Copy every line of the entries that includes the word "name".

*** Opening of DATA ***

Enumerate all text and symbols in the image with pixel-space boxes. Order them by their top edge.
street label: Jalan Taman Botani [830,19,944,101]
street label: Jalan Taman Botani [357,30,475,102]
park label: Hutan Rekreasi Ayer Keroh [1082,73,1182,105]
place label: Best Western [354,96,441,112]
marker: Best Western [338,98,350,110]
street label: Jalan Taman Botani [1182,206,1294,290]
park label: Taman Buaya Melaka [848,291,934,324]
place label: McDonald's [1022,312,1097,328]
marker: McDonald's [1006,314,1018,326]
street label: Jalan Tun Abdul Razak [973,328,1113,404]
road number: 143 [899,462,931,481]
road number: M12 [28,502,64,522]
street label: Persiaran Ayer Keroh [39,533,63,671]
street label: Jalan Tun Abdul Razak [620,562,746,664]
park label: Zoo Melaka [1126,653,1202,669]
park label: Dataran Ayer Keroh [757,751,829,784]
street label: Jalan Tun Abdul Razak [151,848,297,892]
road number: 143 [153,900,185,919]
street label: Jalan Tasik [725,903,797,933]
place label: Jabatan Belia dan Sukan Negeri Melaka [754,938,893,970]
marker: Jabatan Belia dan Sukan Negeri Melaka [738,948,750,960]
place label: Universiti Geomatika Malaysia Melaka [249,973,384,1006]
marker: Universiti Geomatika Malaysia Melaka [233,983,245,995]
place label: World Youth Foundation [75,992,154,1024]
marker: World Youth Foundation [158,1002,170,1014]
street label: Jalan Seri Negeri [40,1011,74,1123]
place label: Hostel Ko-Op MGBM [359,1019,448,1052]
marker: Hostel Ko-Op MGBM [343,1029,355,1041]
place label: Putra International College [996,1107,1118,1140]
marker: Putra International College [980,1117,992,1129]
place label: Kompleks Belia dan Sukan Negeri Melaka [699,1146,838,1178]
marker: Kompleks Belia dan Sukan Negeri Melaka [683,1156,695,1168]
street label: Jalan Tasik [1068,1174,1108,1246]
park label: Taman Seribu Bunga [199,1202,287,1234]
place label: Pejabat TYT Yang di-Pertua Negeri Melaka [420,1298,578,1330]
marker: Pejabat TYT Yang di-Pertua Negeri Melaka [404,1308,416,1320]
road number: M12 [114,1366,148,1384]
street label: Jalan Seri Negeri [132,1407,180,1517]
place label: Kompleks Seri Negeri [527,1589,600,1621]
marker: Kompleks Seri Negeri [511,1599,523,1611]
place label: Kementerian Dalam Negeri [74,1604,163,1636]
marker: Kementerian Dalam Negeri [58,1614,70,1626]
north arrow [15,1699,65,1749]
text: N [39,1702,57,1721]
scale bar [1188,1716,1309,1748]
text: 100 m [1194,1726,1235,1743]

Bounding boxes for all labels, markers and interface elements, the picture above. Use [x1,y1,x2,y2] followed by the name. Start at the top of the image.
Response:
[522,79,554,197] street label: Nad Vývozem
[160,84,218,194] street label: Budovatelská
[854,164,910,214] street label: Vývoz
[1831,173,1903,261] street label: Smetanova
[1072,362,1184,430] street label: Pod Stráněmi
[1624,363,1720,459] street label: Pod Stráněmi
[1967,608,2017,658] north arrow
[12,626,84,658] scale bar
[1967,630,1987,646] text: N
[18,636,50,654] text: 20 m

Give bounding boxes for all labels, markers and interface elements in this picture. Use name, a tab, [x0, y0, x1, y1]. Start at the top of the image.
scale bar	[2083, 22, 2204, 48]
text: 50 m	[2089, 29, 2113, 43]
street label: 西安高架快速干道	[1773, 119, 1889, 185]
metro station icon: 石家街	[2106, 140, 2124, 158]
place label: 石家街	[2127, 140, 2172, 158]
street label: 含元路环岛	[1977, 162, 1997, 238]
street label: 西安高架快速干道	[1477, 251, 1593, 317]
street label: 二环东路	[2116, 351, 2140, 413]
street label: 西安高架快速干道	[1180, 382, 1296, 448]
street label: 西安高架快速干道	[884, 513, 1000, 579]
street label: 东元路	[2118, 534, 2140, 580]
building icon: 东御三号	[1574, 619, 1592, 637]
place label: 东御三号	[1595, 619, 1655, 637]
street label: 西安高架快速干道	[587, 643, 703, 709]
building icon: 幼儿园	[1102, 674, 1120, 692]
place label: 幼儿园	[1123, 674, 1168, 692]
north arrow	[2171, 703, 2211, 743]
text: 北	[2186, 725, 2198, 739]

*** Close of DATA ***

ANSWER SPACE:
Bounding boxes for all labels, markers and interface elements, the picture above. Use [x1,y1,x2,y2] followed by the name. Start at the top of the image.
Give bounding boxes for all labels, markers and interface elements in this picture. Use name, a tab, [x0, y0, x1, y1]. Start at the top of the image.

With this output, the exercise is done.